ENTRIES SUPPLIED Block Start
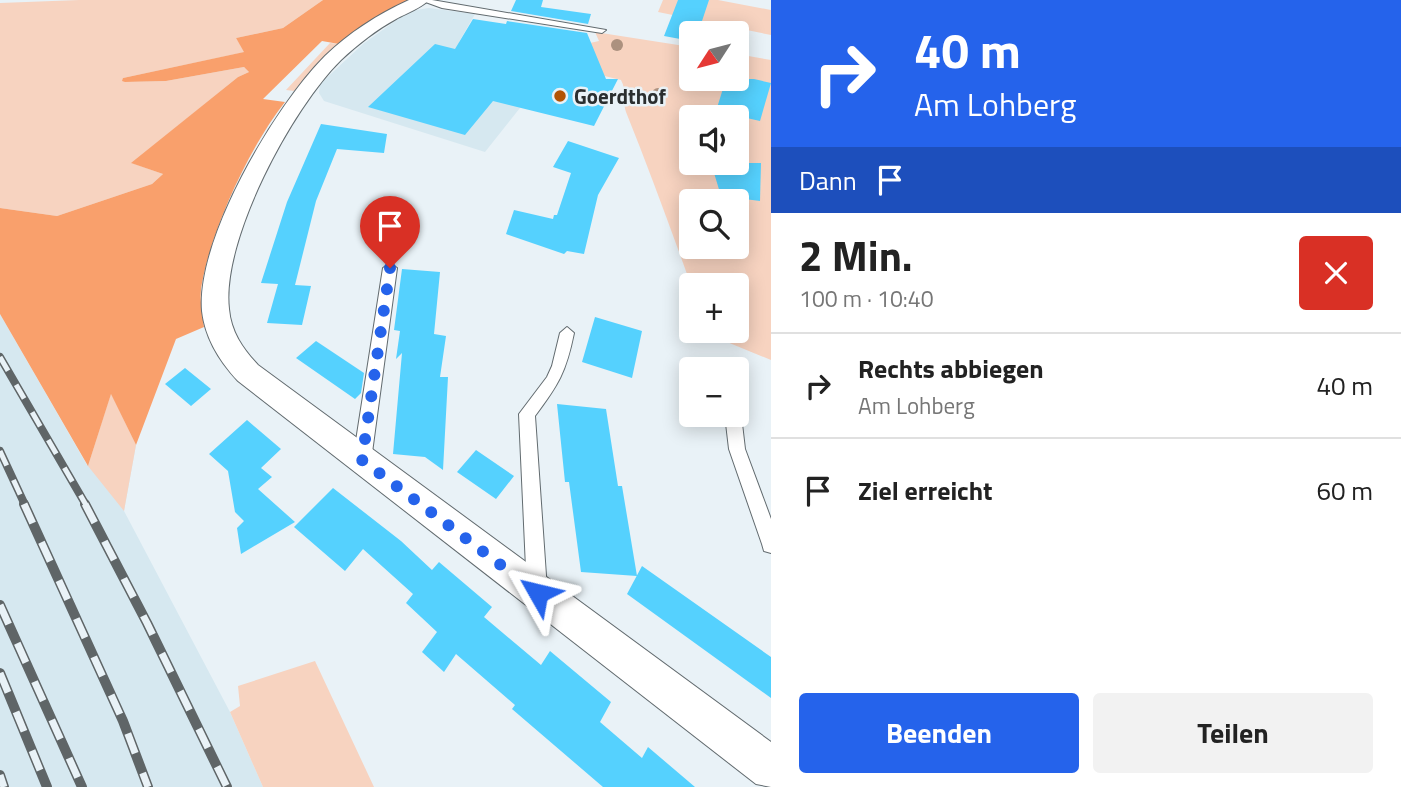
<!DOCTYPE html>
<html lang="de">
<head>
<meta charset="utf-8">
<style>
  :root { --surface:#fff; --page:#f2f2f2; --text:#222; --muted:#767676; --line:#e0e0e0; --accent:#2563eb }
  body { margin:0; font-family:"Titillium Web",sans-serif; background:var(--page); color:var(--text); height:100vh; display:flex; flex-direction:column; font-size:26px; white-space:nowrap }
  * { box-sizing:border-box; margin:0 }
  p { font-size:23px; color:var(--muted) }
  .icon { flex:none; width:38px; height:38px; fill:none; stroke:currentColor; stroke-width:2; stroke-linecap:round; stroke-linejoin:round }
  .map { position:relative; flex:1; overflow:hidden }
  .sheet { display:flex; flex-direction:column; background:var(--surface); width:630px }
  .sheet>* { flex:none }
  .hud { background:#2563eb; color:#fff; overflow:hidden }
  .needle { width:46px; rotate:234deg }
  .tools { position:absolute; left:679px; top:21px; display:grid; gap:14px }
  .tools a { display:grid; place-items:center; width:70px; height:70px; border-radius:7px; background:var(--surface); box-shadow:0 4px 18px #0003; font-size:35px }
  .pin { position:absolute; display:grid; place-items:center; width:60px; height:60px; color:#fff; margin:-72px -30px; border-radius:50% 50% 50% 0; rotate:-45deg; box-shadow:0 0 7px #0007 }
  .pin .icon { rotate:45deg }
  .me { position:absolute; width:77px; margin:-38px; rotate:307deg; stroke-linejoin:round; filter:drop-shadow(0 0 5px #0008) }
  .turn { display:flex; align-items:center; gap:24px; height:147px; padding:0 28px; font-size:32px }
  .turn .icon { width:91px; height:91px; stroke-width:2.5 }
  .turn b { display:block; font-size:49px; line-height:60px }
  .then { display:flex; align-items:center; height:66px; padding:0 28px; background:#0003; gap:14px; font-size:26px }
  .round { display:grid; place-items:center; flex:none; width:74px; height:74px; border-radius:7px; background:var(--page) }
  .head { display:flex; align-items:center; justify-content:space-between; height:119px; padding:0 28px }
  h1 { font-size:42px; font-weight:700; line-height:52px }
  .button { display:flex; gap:14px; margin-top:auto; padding:14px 28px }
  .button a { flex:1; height:80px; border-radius:7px; background:var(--accent); color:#fff; font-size:28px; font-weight:700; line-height:80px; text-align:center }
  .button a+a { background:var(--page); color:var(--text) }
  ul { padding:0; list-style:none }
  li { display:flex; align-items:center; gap:21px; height:105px; padding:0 28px; border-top:2px solid var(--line) }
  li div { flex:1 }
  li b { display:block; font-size:26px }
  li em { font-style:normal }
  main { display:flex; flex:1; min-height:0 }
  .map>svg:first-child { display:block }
  .built { fill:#d6e8f0 }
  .green { fill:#f7d3c0; fill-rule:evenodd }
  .forest { fill:#f9a06c }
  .building { fill:#55d1fe }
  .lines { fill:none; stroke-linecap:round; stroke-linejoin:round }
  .service-casing { stroke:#626b6f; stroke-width:2 }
  .minor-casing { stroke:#626b6f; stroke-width:2 }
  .service { fill:#fff; fill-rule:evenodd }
  .minor { fill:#fff; fill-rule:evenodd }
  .rail-far1-casing { stroke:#5f6567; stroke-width:8 }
  .rail-casing { stroke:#5f6567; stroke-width:10 }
  .rail-far1 { stroke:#e9f2f7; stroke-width:5; stroke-dasharray:16; stroke-linecap:butt }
  .rail { stroke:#e9f2f7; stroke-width:7; stroke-dasharray:21; stroke-linecap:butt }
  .tree { fill:#ac917f }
  .route { stroke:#2563eb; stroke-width:12; stroke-dasharray:0 21.6 }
  .poi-dot { fill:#b25405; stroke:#e9f2f7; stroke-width:2.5 }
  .labels { text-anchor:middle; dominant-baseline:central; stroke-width:5; stroke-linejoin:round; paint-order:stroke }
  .far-poi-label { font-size:21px; font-weight:bold; fill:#2a2e2f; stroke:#e9f2f7; text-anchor:start }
</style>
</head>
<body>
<main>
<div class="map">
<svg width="771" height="787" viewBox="0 0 771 787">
  <rect width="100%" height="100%" fill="#e9f2f7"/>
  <!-- built -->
  <path class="built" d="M429 8 475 14 459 42 555 64 485 152 324 101 319 93 320 84 363 44 409 11Z
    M0 314 87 465 136 445 124 511 230 712 263 787H0Z"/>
  <!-- green -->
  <path class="green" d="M79 0H323L283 28 236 38 245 52 123 78 125 82 166 81 244 67 249 72 238 77 132 163 163 174 152 184 57 216 0 208V3Z
    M663 0H718L771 10V35L658 12Z
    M595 32 691 47V79H737V54L771 60V360L710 335 708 331H737V285H691C670 227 649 169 626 112 622 101 627 91 621 80L555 64 590 43 599 41ZM691 117H737V163H691ZM691 201H737V247H691Z
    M330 43 339 44 316 65 294 91 286 90Z
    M111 393 136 445 124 511 88 466Z
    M315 661 374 787H263L230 712 240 706 238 686Z"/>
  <!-- forest -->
  <path class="forest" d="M323 0H409L374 18 339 44 322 41 263 99 285 102C249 148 213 226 202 283 199 298 202 312 204 327L176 339 136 445 111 394 88 466 0 314V208L57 216 152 184 163 174 131 163 238 77 249 72 244 67 166 81 125 82 122 81 123 78 244 52 236 38 283 28Z"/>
  <!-- building -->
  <path class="building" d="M516 0H543L541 7 591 14 588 24 511 11Z
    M678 0H709L698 33H691V41L664 36Z
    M473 19 506 24 507 21 587 33 606 79H618L594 126 493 101 465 135 368 107 435 44 455 49Z
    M726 79H754L771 83 760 121 716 111Z
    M321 124 387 134 384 153 337 149 316 201 295 285 311 286 302 325 267 323 278 284 261 283 287 202Z
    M568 141 619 158 598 195 584 254 567 251 564 254 506 234 514 210 553 219 554 215H557L571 173 553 167Z
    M711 163H761L760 201 721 196Z
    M402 269 440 272 434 334 446 336 440 377H448L443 470 425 457 393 454 402 353 396 359 400 331 394 330Z
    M595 317 642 331 632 378 582 362Z
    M316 341 364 373 361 393 355 399 296 358Z
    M185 368 211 389 191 406 165 384Z
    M557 404 606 409 618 486H622L637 576 581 572 569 482H565Z
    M247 420 281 449 261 468 272 477 258 489 295 522 241 554 237 528 244 521 235 512 228 471 209 454Z
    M476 450 514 476 496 499 457 472Z
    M333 488 401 541 432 570 439 562 492 607 484 617 541 665 550 651 611 702 600 722 642 758 648 747 695 787H603L512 709 515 705 456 654 444 672 422 652 437 632 406 603 413 594 363 549 345 571 294 527Z
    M642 566 771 657V698L627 594Z"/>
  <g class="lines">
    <defs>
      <path id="service" d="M420 0H432L606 30 602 33 442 8Z
        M390 263 397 268 371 460 368 465 362 468 356 465 353 460 383 268Z
        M567 327 574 333C566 372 559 384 535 416L547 590 544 597 537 600 530 597 527 590 519 414 547 377 552 366 560 333Z
        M737 409 741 415 745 449 771 519V553L764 551 762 544 729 449 725 415H737Z"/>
      <path id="minor" d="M409 0H429C421 8 407 13 396 19 376 30 358 44 341 60 292 108 221 240 229 309 231 332 243 349 258 365L771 742V787L756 784 238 381C220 362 205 338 202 311 196 239 275 106 325 56 349 33 378 14 409 0Z"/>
    </defs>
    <!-- service casing -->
    <use href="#service" class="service-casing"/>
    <!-- minor casing -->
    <use href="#minor" class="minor-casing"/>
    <!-- service -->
    <use href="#service" class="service"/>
    <!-- minor -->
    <use href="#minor" class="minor"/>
    <defs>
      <path id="rail-far1" d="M0 357 86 505
        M0 451 25 505"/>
      <path id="rail" d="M24 504 123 721 148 787
        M85 504 147 623 227 787
        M0 605 82 787
        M0 673 47 787
        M0 775 4 787"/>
    </defs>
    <!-- rail-far1 casing -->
    <use href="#rail-far1" class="rail-far1-casing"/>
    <!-- rail casing -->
    <use href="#rail" class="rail-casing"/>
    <!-- rail-far1 -->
    <use href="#rail-far1" class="rail-far1"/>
    <!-- rail -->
    <use href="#rail" class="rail"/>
  </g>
  <!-- trees -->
  <g class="tree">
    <circle cx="617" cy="45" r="6"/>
    <circle cx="658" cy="94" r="6"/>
  </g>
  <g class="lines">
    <!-- route -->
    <path class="route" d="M390 268 362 460 538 593"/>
  </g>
  <!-- markers -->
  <circle class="poi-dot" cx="560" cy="96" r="7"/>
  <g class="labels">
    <!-- far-poi labels -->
    <g class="far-poi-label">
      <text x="574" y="96">Goerdthof</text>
    </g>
  </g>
</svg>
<div class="tools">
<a><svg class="needle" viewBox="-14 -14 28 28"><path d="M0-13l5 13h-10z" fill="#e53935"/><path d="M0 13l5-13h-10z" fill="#767676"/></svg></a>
<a><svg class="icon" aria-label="sound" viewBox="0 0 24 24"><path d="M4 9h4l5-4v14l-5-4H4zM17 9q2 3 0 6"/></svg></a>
<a><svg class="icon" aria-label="search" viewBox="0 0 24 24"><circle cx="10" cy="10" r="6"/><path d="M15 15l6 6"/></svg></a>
<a>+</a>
<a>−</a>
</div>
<div class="pin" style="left:390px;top:268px;background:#d93025"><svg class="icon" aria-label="arrive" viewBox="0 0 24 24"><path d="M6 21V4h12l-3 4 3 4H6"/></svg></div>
<svg class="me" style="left:538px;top:593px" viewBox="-20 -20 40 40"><path d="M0-17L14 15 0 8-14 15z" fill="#2563eb" stroke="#fff" stroke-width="4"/></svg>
</div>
<section class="sheet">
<div class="hud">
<div class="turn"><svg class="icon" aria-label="right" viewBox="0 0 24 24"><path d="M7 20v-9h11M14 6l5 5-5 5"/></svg><div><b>40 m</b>Am Lohberg</div></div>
<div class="then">Dann<svg class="icon" aria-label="arrive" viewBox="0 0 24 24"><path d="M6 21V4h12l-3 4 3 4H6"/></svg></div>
</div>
<div class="head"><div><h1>2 Min.</h1><p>100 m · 10:40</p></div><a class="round" style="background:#d93025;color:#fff"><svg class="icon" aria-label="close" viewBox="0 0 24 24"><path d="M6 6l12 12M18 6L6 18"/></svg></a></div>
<ul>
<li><svg class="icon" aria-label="right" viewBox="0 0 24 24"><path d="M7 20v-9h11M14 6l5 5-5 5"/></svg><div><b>Rechts abbiegen</b><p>Am Lohberg</p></div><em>40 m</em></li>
<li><svg class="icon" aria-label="arrive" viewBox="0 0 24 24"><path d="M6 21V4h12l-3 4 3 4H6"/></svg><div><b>Ziel erreicht</b></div><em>60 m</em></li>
</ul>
<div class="button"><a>Beenden</a><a>Teilen</a></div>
</section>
</main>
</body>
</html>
ENTRIES SUPPLIED Block End
WHAT YOU ARE ASKED TO DO:
Sift through the material above and copy the lines that contain the word "body".

WRITTEN REPLY:
  body { margin:0; font-family:"Titillium Web",sans-serif; background:var(--page); color:var(--text); height:100vh; display:flex; flex-direction:column; font-size:26px; white-space:nowrap }
<body>
</body>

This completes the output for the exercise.